Entries provided:
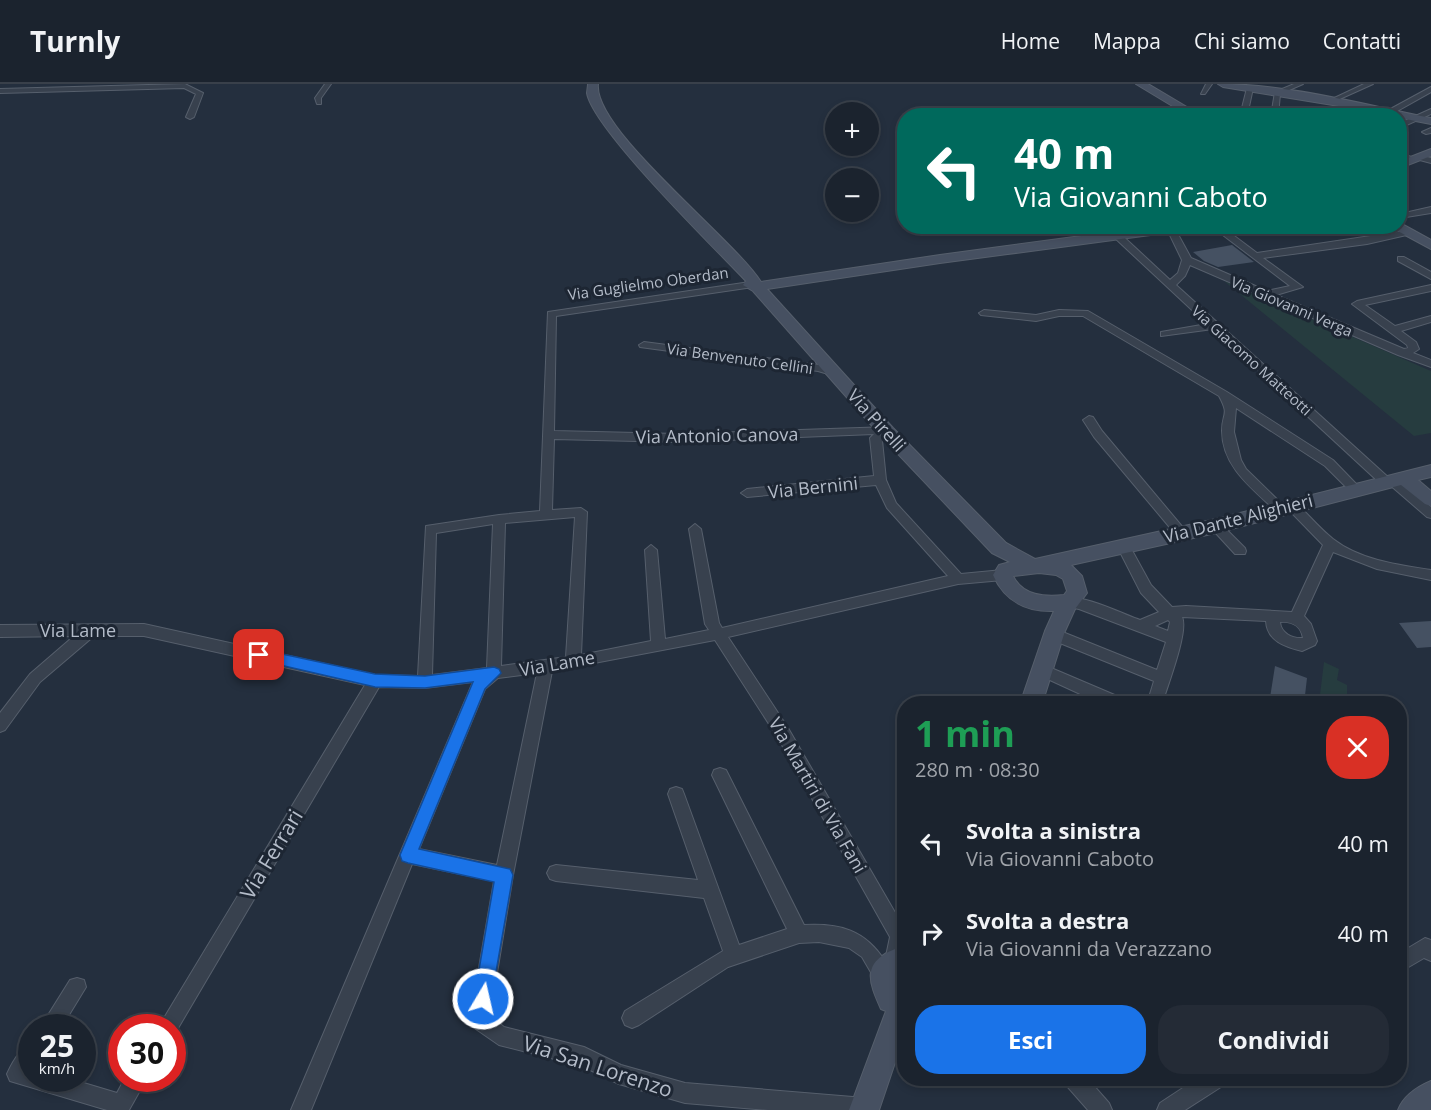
<!DOCTYPE html>
<html lang="it">
<meta charset="utf-8">
<style>
:root{--surface:#1b232e;--page:#242b36;--text:#f1f3f6;--muted:#a0a4aa;--line:#39404a;--accent:#1a73e8}
body{margin:0;font-family:"Open Sans",sans-serif;background:var(--page);color:var(--text);height:100vh;display:flex;flex-direction:column;font-size:22px;white-space:nowrap}
*{box-sizing:border-box;margin:0}
p{font-size:20px;color:var(--muted)}
.icon{flex:none;width:33px;height:33px;fill:none;stroke:currentColor;stroke-width:2;stroke-linecap:round;stroke-linejoin:round}
.map{position:relative;flex:1;overflow:hidden}
.side{position:absolute;left:897px;top:612px;width:510px;height:390px;display:flex;flex-direction:column;background:var(--surface);border-radius:24px;box-shadow:0 3px 9px #0003,0 0 0 2px var(--line)}
.side>*{flex:none}
.banner{position:absolute;left:897px;top:24px;width:510px;height:126px;border-radius:24px;box-shadow:0 3px 9px #0003,0 0 0 2px var(--line);background:#00695c;color:#fff;overflow:hidden}
.buttons{position:absolute;left:825px;top:18px;display:grid;gap:12px}
.buttons a{display:grid;place-items:center;width:54px;height:54px;border-radius:50%;background:var(--surface);box-shadow:0 3px 9px #0003,0 0 0 2px var(--line);font-size:30px}
.speed{position:absolute;left:18px;top:930px;display:flex;gap:12px;font-size:30px;font-weight:700;text-align:center}
.speed>*{display:grid;place-content:center;width:78px;height:78px;border-radius:50%;background:var(--surface);box-shadow:0 3px 9px #0003,0 0 0 2px var(--line);line-height:1}
.speed small{font-size:15px;font-weight:400}
.speed .limit{border:9px solid #d22;background:#fff;color:#111}
.pin{position:absolute;display:grid;place-items:center;width:51px;height:51px;color:#fff;margin:-26px;border-radius:12px;box-shadow:0 3px 9px #0006}
.me{position:absolute;width:66px;margin:-33px;rotate:9deg;stroke-linejoin:round;filter:drop-shadow(0 0 4px #0008)}
.turn{display:flex;align-items:center;gap:21px;height:126px;padding:0 18px;font-size:27px}
.turn .icon{width:78px;height:78px;stroke-width:2.5}
.turn b{display:block;font-size:42px;line-height:51px}
.round{display:grid;place-items:center;flex:none;width:63px;height:63px;border-radius:24px;background:var(--page)}
.summary{display:flex;align-items:center;justify-content:space-between;height:102px;padding:0 18px}
h1{font-size:36px;font-weight:700;line-height:45px;color:#1e9e55}
.action{display:flex;gap:12px;margin-top:auto;padding:12px 18px}
.action a{flex:1;height:69px;border-radius:24px;background:var(--accent);color:#fff;font-size:24px;font-weight:700;line-height:69px;text-align:center}
.action a+a{background:var(--page);color:var(--text)}
ul{padding:0;list-style:none}
li{display:flex;align-items:center;gap:18px;height:90px;padding:0 18px}
li div{flex:1}
li b{display:block;font-size:22px}
li em{font-style:normal}
header{display:flex;align-items:center;gap:36px;box-sizing:border-box;height:84px;padding:0 30px;background:var(--surface);border-bottom:2px solid var(--line)}
header strong{font-size:28px}
nav{display:flex;gap:33px;margin-inline-start:auto;font-size:21px}
.map>svg:first-child{display:block}
.green{fill:#263c3f}
.building{fill:#455162}
.lines{fill:none;stroke-linecap:round;stroke-linejoin:round}
.street-casing{stroke:#565f6c;stroke-width:2}
.secondary-casing{stroke:#565f6c;stroke-width:2}
.street{fill:#38414e;fill-rule:evenodd}
.secondary{fill:#465061;fill-rule:evenodd}
.route{fill:#1a73e8;stroke:#114b97;stroke-width:1.5}
.labels{text-anchor:middle;dominant-baseline:central;stroke-width:6;stroke-linejoin:round;paint-order:stroke}
.far-street-label{font-size:15px;fill:#b4bcc9;stroke:#1d2633}
.street-label{font-size:18px;fill:#b4bcc9;stroke:#1d2633}
.near-street-label{font-size:21px;fill:#b4bcc9;stroke:#1d2633}
</style>
<header>
<strong>Turnly</strong>
<nav><a>Home</a><a>Mappa</a><a>Chi siamo</a><a>Contatti</a></nav>
</header>
<div class="map">
<svg width="1431" height="1026" viewBox="0 0 1431 1026">
<rect width="100%" height="100%" fill="#242f3e"/>
<path class="green" d="M1224 197 1431 287V349L1414 352Z
M1324 578 1339 585 1337 596 1347 601V619H1319Z"/>
<path class="building" d="M1232 161 1254 178 1218 183 1204 177 1193 168Z
M1431 537V563L1417 564 1399 539Z
M1275 582 1307 594 1304 620H1269Z"/>
<g class="lines">
<g class="street-casing">
<path id="street" d="M185 0 203 9 194 33 190 35 186 33 196 10 184 4 0 9V5Z
M325 0H331L321 14V20H317L315 14Z
M1206 0H1212L1205 10H1201Z
M1294 0H1303L1280 10 1278 32H1271L1275 8Z
M1364 0H1373L1333 18 1328 17Z
M1250 2 1253 4 1247 32H1240L1247 4Z
M1431 3V8L1392 30 1385 28Z
M1431 25V30L1400 44V39Z
M1317 26 1338 30V32L1314 30 1313 28Z
M1431 44V49L1426 50 1422 48Z
M1400 69 1414 74 1415 76 1411 78 1400 74Z
M1419 71 1431 74V79L1416 75 1415 73Z
M1431 123V129L1400 134V130Z
M1102 142H1112L1170 196 1178 189 1182 176 1167 145 1174 143 1191 174 1267 207 1290 202 1211 142H1221L1257 169 1411 146V150L1367 160 1263 174 1303 203 1276 211 1404 265 1408 264 1407 261 1352 220 1357 217 1431 201V207L1365 221 1395 242 1431 232V238L1401 247 1416 258 1419 265 1413 269 1431 276V283L1398 271 1190 181 1185 192 1176 201 1389 394H1397L1431 423V434L1427 433 1390 401H1382L1213 245 1161 252V248L1207 240Z
M1398 173H1404L1431 188V195L1398 177Z
M750 198 755 201 753 203 556 232 554 347 678 350 890 343 893 348 882 356 886 396 896 419 961 490 1003 486 1008 487 1010 491 1003 496 958 500 728 553 788 644 904 844V871L900 884 894 887 890 886 892 890 890 897 883 899 876 897 862 873 849 864 819 858 799 859 728 883 639 941 632 944 625 941 622 934 625 927 723 867 704 814 556 797 550 795 547 789 550 783 556 781 698 796 668 710 670 705 676 703 682 705 684 710 739 861 787 845 712 691 714 686 720 684 726 686 804 841C840 839 865 846 885 877L890 853 778 654 715 556 552 587 513 791 490 932 504 943 584 963 621 981 685 999 865 1014 872 1017 874 1026H768L685 1019 619 1000 582 982 499 961 473 943 470 936 494 797 412 780 311 1026H291L473 598 425 604 379 603 174 951 172 944H158L365 601 144 552H94L40 598 5 646 0 648V629L30 590 74 552 0 553V541L144 540 375 591 418 592 426 442 499 431 540 427 548 228ZM874 350 870 354 874 392 747 405 741 409 747 413 876 401 887 424 948 492 722 544 719 539 701 445 695 440 689 445 705 540 709 546 665 555 657 466 651 461 645 466 651 557 581 571 587 428 581 424 552 426 554 355 678 358ZM575 433 566 573 501 582 505 439ZM493 440 487 584 432 591 436 449ZM537 589 497 781 419 765 485 605 498 594Z
M984 226 1036 231 1059 226 1088 227 1227 308 1333 376 1362 406 1360 409H1352L1325 382 1236 324 1234 348 1241 376 1246 385 1286 424 1280 428 1276 427C1253 405 1222 383 1222 347 1222 328 1230 332 1219 312L1083 232H1059L1036 237 981 231 979 229Z
M644 258 819 281 840 289 835 292 818 287 640 263 639 261Z
M1089 332 1093 333 1102 347 1185 446 1187 449 1185 452H1177L1094 353 1083 336Z
M1291 417 1295 418C1308 430 1319 444 1333 455 1360 476 1398 481 1431 486V496L1377 485 1333 468 1304 532 1311 540 1317 557 1315 561 1302 567C1285 563 1267 557 1266 537L1182 533C1189 547 1167 603 1162 620H1147L1154 597 1050 555 1048 551 1050 547 1055 545 1157 586 1166 558 1079 525 1063 522 1061 518 1063 514C1080 509 1123 530 1140 536L1159 528 1141 509 1117 462 1123 457 1128 459 1151 501 1172 523 1186 522 1292 528 1323 461 1287 424 1285 421 1287 418ZM1168 536 1170 538 1168 547 1155 542ZM1280 538C1292 537 1301 542 1303 554 1292 555 1281 549 1280 538Z
M1216 437 1220 439 1245 464 1246 467 1245 470H1235L1212 445 1210 442 1212 439Z
M1044 581 1124 615 1126 620H1102L1039 591 1037 587 1039 583Z
M1425 854 1431 856V877L1424 874 1400 888V869Z
M77 894 84 896 86 903 61 944H40L70 896Z
M32 959V994H67L117 1009 125 994H147L129 1026H107L10 997 7 990C12 979 20 964 32 959Z
M1063 994H1087L1109 1019 1112 1026H1088L1066 1001Z
M1198 994H1227L1224 1001 1185 1026H1157L1160 1019Z"/>
</g>
<g class="secondary-casing">
<path id="secondary" d="M588 0H598C593 46 733 154 761 198L940 171 1156 142H1194L1188 146 940 179 767 205 893 344 1006 459 1035 475 1216 435 1431 381V393L1418 396 1431 407V422L1425 420 1401 401 1216 449 1071 481 1082 492 1087 509 1075 525 1065 547 1042 620H1020L1045 547 1054 527C1025 528 1005 517 993 491L999 481 1010 478 992 469 881 352 753 207 743 201 746 197C716 165 593 45 587 9 587 9 588 1 588 0ZM1039 489 1056 491 1063 495 1067 507 1064 511C1045 513 1023 512 1013 492Z
M1136 0H1148L1202 32H1189Z
M1218 0C1289 0 1361 20 1431 34V40L1400 34V32L1223 3Z
M1431 65V72L1400 84V77Z
M1400 139 1431 156V165L1394 145 1392 142H1400Z
M895 865H904V891H899L897 897 901 905 904 907V952L879 1026H849L886 927 881 925C869 898 861 879 895 865Z
M1431 997V1026H1398C1404 1011 1417 1003 1431 997Z"/>
</g>
<use href="#street" class="street"/>
<use href="#secondary" class="secondary"/>
</g>
<path class="route" d="M259 565 375 590 425 592 494 583 499 585 501 589 485 605 419 765 510 785 513 791 490 922 483 925 477 922 474 915 494 798 408 779 402 777 400 771 473 598 425 604 375 603 254 575 252 571 254 567Z"/>
<g class="labels">
<g class="far-street-label">
<text transform="translate(648 199) rotate(-8)">Via Guglielmo Oberdan</text>
<text transform="translate(1292 222) rotate(23)">Via Giovanni Verga</text>
<text transform="translate(740 274) rotate(8)">Via Benvenuto Cellini</text>
<text transform="translate(1252 276) rotate(42)">Via Giacomo Matteotti</text>
</g>
<g class="street-label">
<text transform="translate(877 336) rotate(48)">Via Pirelli</text>
<text transform="translate(717 351) rotate(-1)">Via Antonio Canova</text>
<text transform="translate(813 403) rotate(-6)">Via Bernini</text>
<text transform="translate(1238 434) rotate(-14)">Via Dante Alighieri</text>
<text x="78" y="546">Via Lame</text>
<text transform="translate(557 579) rotate(-10)">Via Lame</text>
<text transform="translate(818 711) rotate(60)">Via Martiri di Via Fani</text>
</g>
<g class="near-street-label">
<text transform="translate(271 770) rotate(-59)">Via Ferrari</text>
<text transform="translate(598 982) rotate(18)">Via San Lorenzo</text>
</g>
</g>
</svg>
<div class="buttons">
<a>+</a>
<a>−</a>
</div>
<div class="speed"><div>25<small>km/h</small></div><div class="limit">30</div></div>
<div class="pin" style="left:259px;top:571px;background:#d93025"><svg class="icon" aria-label="arrive" viewBox="0 0 24 24"><path d="M6 21V4h12l-3 4 3 4H6"/></svg></div>
<svg class="me" style="left:483px;top:915px" viewBox="-20 -20 40 40"><circle r="17" fill="#1a73e8" stroke="#fff" stroke-width="3"/><path d="M0-11L8 9 0 5-8 9z" fill="#fff"/></svg>
<div class="banner">
<div class="turn"><svg class="icon" aria-label="left" viewBox="0 0 24 24"><path d="M17 20v-9H6M10 6l-5 5 5 5"/></svg><div><b>40 m</b>Via Giovanni Caboto</div></div>
</div>
<section class="side">
<div class="summary"><div><h1>1 min</h1><p>280 m · 08:30</p></div><a class="round" style="background:#d93025;color:#fff"><svg class="icon" aria-label="close" viewBox="0 0 24 24"><path d="M6 6l12 12M18 6L6 18"/></svg></a></div>
<ul>
<li><svg class="icon" aria-label="left" viewBox="0 0 24 24"><path d="M17 20v-9H6M10 6l-5 5 5 5"/></svg><div><b>Svolta a sinistra</b><p>Via Giovanni Caboto</p></div><em>40 m</em></li>
<li><svg class="icon" aria-label="right" viewBox="0 0 24 24"><path d="M7 20v-9h11M14 6l5 5-5 5"/></svg><div><b>Svolta a destra</b><p>Via Giovanni da Verazzano</p></div><em>40 m</em></li>
</ul>
<div class="action"><a>Esci</a><a>Condividi</a></div>
</section>
</div>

What you should do: Would you copy all lines in the records where the string "linecap" appears?

Result of the task:
.icon{flex:none;width:33px;height:33px;fill:none;stroke:currentColor;stroke-width:2;stroke-linecap:round;stroke-linejoin:round}
.lines{fill:none;stroke-linecap:round;stroke-linejoin:round}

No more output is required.